Here are the consequences of an untreated dental abscess:
- Tooth loss. In case the abscess weakened the tooth beyond the possibility of repair, your dentist might need to remove it entirely. You might be able to get a dental implant if you’re concerned about the aesthetics of your smile.
- Bone infection. The infection could potentially spread to surrounding bone structures, the maxilla and the mandible, weakening them significantly. In some extreme cases, they might even need to be removed in order to contain the infection.
- Sinus and soft tissue infection. Being that the roots of your upper teeth reach as far as your sinuses, they could also be at risk of infection. The same applies to the soft tissue in your mouth.
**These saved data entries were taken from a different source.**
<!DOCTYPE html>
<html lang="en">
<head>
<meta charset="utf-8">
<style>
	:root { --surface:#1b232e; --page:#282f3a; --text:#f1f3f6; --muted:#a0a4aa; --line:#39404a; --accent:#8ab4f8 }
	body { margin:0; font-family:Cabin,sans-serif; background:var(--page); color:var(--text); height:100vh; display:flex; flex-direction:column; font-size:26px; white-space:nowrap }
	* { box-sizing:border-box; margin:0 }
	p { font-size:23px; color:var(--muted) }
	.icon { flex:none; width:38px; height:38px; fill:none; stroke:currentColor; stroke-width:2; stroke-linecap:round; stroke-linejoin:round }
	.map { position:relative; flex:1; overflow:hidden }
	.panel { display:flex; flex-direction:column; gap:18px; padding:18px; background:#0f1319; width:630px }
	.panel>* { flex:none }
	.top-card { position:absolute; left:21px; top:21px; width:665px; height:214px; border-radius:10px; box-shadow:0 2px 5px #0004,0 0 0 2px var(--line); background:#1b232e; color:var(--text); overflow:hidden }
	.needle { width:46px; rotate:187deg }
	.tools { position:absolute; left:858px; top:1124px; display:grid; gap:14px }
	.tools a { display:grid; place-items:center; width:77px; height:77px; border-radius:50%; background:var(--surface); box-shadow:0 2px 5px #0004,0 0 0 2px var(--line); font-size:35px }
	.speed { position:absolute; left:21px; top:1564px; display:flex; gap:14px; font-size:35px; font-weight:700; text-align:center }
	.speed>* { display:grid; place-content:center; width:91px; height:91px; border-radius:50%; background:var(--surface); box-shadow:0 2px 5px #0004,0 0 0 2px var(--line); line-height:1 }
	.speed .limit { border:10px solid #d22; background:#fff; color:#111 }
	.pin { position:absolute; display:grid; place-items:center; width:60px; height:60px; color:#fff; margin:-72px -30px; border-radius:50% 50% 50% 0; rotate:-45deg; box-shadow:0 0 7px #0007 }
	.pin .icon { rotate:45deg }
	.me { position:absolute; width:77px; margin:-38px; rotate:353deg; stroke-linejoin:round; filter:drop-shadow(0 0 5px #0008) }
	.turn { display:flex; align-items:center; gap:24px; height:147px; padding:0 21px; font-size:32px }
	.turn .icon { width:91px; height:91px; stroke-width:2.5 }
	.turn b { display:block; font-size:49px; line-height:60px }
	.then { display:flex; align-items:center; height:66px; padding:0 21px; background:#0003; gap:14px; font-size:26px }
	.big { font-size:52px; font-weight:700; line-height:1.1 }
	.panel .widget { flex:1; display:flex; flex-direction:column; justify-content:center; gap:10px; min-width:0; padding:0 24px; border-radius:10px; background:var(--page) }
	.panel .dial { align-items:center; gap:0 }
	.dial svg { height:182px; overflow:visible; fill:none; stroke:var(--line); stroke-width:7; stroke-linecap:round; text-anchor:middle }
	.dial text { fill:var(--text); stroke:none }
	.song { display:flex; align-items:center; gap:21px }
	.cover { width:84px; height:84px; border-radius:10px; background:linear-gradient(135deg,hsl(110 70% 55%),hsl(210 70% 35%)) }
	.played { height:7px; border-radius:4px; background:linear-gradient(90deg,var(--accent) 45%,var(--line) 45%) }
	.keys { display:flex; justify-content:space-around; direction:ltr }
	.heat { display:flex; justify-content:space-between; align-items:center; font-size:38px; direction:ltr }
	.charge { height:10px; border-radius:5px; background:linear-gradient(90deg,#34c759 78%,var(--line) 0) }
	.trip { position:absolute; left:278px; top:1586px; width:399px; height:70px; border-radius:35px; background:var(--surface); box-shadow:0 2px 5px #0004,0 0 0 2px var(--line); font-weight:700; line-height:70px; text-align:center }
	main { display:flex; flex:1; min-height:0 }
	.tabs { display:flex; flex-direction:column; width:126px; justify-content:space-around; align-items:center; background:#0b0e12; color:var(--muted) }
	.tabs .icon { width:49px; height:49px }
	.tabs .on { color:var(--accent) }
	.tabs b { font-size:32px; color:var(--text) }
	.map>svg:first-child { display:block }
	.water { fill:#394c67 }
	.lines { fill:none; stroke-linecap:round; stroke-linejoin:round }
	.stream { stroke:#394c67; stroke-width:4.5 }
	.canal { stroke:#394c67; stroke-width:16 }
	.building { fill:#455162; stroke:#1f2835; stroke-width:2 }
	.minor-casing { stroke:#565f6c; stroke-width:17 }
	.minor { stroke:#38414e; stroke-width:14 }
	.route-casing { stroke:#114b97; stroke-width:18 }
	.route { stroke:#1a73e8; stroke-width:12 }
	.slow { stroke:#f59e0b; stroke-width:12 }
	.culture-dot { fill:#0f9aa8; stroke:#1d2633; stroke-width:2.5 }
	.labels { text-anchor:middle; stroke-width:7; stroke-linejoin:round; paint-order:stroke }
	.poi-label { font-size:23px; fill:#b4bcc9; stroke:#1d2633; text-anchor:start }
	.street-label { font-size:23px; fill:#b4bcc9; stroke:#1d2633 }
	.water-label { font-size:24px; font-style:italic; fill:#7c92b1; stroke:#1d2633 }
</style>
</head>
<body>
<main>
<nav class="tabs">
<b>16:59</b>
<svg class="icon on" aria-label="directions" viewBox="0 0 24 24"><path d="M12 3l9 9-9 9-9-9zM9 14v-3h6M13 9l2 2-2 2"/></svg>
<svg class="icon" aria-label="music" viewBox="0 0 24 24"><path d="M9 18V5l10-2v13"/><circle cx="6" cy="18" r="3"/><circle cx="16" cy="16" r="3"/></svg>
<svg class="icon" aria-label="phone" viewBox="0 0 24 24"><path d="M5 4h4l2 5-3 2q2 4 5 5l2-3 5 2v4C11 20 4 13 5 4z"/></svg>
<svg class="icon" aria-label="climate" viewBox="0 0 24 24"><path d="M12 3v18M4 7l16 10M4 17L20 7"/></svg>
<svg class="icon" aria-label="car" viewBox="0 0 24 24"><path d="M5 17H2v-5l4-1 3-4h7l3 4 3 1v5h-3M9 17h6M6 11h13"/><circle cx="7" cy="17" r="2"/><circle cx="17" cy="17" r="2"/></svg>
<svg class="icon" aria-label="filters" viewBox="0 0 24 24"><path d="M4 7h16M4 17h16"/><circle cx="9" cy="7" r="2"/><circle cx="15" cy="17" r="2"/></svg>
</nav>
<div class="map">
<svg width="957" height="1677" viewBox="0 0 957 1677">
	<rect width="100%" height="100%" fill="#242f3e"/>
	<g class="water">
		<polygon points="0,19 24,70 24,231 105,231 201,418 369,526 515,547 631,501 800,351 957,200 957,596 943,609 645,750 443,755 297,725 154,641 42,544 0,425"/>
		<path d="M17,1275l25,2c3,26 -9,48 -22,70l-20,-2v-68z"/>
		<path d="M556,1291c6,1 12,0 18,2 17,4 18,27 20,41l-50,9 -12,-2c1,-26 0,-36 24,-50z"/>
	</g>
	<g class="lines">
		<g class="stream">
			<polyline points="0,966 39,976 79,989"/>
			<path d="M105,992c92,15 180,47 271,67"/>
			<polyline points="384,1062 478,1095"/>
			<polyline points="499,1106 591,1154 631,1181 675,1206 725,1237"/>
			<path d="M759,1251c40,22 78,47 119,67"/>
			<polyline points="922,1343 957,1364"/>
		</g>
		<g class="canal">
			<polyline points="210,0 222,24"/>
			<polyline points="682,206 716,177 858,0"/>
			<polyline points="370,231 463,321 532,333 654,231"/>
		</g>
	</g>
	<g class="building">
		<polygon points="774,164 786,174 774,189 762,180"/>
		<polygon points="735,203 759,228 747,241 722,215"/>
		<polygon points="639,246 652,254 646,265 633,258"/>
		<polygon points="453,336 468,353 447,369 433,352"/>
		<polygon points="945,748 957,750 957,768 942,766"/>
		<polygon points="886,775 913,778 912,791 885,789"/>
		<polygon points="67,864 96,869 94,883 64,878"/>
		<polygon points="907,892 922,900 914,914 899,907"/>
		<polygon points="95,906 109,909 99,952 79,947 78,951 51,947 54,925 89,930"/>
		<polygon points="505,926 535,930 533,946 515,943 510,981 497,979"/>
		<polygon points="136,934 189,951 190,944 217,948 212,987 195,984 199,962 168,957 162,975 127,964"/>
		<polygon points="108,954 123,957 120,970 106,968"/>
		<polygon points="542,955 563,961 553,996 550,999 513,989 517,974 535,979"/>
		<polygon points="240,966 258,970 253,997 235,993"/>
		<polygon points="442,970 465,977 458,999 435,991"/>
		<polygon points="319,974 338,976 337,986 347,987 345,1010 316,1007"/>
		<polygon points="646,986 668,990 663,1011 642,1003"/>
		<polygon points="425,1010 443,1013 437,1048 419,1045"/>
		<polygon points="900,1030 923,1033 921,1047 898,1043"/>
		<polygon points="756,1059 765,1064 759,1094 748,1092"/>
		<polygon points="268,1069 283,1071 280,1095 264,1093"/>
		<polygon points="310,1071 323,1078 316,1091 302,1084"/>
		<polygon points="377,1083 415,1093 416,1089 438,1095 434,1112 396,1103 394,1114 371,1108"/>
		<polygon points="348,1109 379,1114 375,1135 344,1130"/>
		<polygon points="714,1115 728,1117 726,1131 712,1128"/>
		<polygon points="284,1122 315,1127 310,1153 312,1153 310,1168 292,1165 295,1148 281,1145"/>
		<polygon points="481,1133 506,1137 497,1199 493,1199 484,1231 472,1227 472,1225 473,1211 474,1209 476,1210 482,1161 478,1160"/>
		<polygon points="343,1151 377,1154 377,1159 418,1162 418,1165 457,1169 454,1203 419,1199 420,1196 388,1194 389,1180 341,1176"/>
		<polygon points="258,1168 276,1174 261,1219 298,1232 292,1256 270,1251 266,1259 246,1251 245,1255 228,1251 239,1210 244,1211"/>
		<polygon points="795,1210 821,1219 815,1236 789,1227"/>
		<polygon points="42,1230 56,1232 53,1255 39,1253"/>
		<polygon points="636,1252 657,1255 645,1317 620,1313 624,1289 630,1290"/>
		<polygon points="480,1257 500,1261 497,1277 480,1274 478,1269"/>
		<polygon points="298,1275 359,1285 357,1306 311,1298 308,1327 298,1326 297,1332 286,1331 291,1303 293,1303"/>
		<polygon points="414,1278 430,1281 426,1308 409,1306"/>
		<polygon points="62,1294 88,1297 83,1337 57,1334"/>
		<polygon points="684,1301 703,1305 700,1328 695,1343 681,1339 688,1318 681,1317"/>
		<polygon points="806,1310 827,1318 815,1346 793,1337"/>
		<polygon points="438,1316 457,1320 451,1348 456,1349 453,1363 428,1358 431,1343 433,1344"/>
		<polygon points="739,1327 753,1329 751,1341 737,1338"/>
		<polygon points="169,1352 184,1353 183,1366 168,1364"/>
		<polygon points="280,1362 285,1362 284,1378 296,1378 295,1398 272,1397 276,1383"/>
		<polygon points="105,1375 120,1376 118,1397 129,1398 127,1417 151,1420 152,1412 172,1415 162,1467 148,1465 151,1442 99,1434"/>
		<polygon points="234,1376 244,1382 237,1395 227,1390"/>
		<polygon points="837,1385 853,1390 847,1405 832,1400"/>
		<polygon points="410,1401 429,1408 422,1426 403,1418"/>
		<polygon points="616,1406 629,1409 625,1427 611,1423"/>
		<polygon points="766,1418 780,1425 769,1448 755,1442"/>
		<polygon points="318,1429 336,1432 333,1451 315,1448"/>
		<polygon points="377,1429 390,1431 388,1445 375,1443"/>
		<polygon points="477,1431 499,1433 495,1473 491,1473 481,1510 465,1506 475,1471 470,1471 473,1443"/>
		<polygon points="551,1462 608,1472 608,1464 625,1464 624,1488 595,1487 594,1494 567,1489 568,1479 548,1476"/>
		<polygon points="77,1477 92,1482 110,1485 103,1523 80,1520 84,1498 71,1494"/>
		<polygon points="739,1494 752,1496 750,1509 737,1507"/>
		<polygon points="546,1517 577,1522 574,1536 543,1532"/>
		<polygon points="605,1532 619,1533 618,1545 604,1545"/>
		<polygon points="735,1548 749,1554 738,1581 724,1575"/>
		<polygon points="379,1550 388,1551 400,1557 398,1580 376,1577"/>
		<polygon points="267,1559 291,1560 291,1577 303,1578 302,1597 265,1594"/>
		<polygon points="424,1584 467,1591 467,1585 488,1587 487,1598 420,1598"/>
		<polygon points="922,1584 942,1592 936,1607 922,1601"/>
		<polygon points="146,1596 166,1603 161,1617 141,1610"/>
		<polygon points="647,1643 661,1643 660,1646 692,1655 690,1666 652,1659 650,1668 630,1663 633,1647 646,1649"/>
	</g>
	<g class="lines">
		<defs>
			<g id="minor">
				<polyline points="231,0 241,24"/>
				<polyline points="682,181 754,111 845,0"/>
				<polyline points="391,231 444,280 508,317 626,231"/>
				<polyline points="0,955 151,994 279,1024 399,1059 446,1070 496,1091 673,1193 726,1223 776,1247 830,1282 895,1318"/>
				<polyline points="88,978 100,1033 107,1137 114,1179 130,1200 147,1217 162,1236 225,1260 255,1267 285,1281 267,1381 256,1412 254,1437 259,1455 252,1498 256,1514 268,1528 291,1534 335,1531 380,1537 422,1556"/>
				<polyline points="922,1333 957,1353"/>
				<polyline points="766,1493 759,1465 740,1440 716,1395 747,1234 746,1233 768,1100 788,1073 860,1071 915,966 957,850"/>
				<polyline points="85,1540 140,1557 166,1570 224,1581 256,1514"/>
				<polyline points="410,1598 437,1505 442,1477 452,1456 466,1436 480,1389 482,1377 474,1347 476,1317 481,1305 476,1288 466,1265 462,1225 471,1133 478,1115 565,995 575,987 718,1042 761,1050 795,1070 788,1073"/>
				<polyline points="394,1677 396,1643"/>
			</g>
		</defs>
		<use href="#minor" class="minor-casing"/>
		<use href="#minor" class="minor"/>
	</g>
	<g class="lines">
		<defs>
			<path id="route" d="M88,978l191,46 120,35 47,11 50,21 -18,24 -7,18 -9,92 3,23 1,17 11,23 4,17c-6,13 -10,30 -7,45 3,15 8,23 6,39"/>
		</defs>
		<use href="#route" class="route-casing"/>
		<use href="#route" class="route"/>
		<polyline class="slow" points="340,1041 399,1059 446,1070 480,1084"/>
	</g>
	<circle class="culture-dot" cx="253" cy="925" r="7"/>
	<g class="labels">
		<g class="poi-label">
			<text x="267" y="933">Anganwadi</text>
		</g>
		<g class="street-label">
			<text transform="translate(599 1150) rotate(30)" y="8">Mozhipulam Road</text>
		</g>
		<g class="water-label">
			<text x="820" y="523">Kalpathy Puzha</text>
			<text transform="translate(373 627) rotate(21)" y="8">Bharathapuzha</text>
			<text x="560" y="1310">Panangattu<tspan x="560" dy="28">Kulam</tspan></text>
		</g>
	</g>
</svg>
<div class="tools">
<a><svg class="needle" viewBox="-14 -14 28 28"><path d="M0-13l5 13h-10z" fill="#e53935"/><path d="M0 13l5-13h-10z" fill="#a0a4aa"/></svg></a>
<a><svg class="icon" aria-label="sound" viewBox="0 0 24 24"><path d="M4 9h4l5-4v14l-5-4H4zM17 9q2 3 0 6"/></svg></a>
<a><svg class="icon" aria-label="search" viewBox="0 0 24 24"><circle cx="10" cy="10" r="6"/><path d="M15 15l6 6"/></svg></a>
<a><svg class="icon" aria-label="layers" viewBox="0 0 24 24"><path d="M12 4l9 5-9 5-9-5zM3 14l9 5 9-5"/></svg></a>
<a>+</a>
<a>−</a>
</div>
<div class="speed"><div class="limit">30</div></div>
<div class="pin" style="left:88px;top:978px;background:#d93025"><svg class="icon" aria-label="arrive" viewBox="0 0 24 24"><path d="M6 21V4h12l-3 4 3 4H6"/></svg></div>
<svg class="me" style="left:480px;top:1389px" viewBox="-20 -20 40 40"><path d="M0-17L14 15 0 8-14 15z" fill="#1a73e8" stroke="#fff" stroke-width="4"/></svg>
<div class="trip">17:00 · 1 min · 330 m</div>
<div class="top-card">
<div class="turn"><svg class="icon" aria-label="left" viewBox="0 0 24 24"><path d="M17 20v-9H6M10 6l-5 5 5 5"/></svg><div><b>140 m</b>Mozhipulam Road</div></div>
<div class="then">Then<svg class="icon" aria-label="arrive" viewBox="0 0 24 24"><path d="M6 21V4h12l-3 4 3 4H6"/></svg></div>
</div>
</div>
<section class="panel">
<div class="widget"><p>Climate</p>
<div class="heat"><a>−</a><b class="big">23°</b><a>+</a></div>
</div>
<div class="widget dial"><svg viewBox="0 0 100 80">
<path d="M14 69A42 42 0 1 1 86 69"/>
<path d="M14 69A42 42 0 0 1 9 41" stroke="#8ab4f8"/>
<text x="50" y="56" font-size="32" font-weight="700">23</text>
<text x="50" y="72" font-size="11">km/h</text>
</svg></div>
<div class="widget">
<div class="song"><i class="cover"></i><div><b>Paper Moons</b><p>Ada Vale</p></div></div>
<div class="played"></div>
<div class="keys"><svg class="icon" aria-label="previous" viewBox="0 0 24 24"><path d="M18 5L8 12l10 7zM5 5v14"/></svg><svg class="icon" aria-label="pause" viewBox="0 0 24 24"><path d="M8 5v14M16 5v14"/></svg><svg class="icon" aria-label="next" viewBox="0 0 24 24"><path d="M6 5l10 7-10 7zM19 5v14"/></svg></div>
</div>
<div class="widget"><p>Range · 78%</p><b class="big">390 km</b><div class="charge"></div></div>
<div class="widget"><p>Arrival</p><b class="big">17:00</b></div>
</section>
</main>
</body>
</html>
Infection of these areas can be highly dangerous as it can cause difficulty breathing, among other things.
- Septicemia. If the infection somehow enters your bloodstream, the bacteria and their toxins will spread throughout your body, putting your life in danger.
- Brain abscess. This equally life-threatening condition occurs when the infection spreads using one of the means listed above and reaches the brain.
Treatment and Prevention
After checking out your X-ray scan, your dentist will determine the extent of the infection and recommend the appropriate treatment.
Typically, the dentist will try to remove the abscess. They’ll make a small incision, drain the pus, and clean the area thoroughly. For those that are curious, here’s a Youtube video showing the procedure.
Other treatment methods include the extraction of the abscessed tooth, root canal procedure, antibiotics, and over-the-counter pain relievers like ibuprofen.
When it comes to tooth abscess prevention, regular checkups, a healthy diet low in sugar, and proper dental hygiene are your strongest weapons.
All in all, if you don’t prevent the spread of infection in time, an abscessed tooth can be dangerous, even life-threatening. On the other hand, if you get the right treatment, the abscess will heal quickly and the symptoms will go away in just a few days. While we understand that the fear of the dentist can be overwhelming, we strongly encourage you to visit your dentist as soon as you notice the first symptoms.